### DATA PROVIDED
⁂

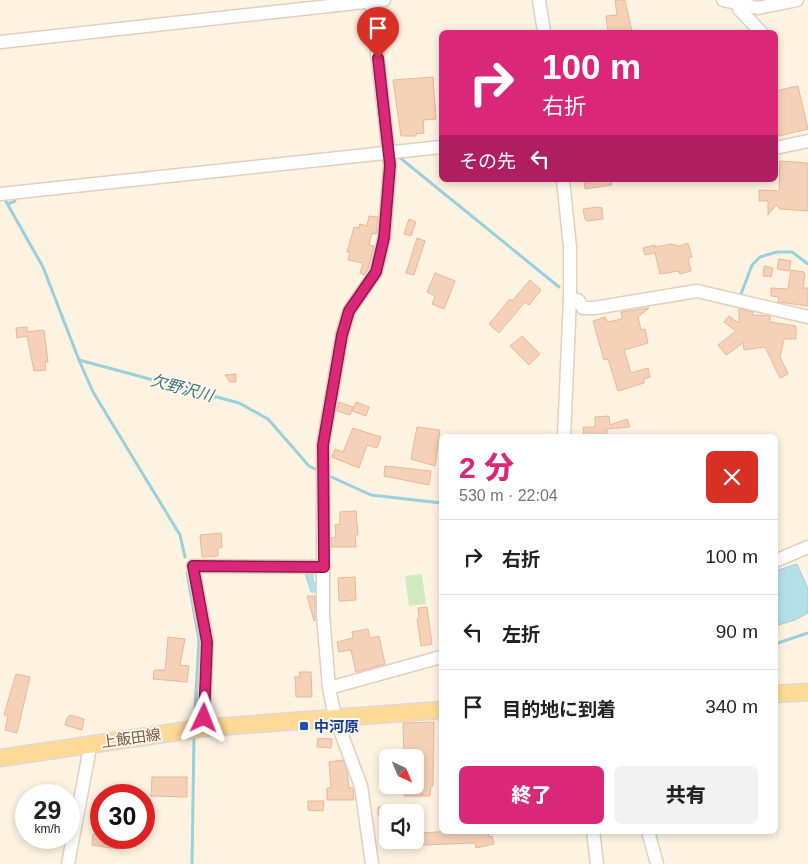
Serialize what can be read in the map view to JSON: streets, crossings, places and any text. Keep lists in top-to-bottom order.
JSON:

⁂

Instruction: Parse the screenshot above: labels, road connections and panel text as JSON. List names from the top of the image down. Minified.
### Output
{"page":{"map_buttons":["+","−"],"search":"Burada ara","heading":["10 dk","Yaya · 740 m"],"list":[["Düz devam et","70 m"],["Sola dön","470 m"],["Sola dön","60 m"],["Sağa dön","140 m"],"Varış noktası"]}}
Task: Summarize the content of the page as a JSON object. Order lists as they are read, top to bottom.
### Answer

⁂

### WORK ORDER
Filter the records above down to the lines containing "JSON".

### WRITTEN REPLY
Serialize what can be read in the map view to JSON: streets, crossings, places and any text. Keep lists in top-to-bottom order.
JSON:
Instruction: Parse the screenshot above: labels, road connections and panel text as JSON. List names from the top of the image down. Minified.
Task: Summarize the content of the page as a JSON object. Order lists as they are read, top to bottom.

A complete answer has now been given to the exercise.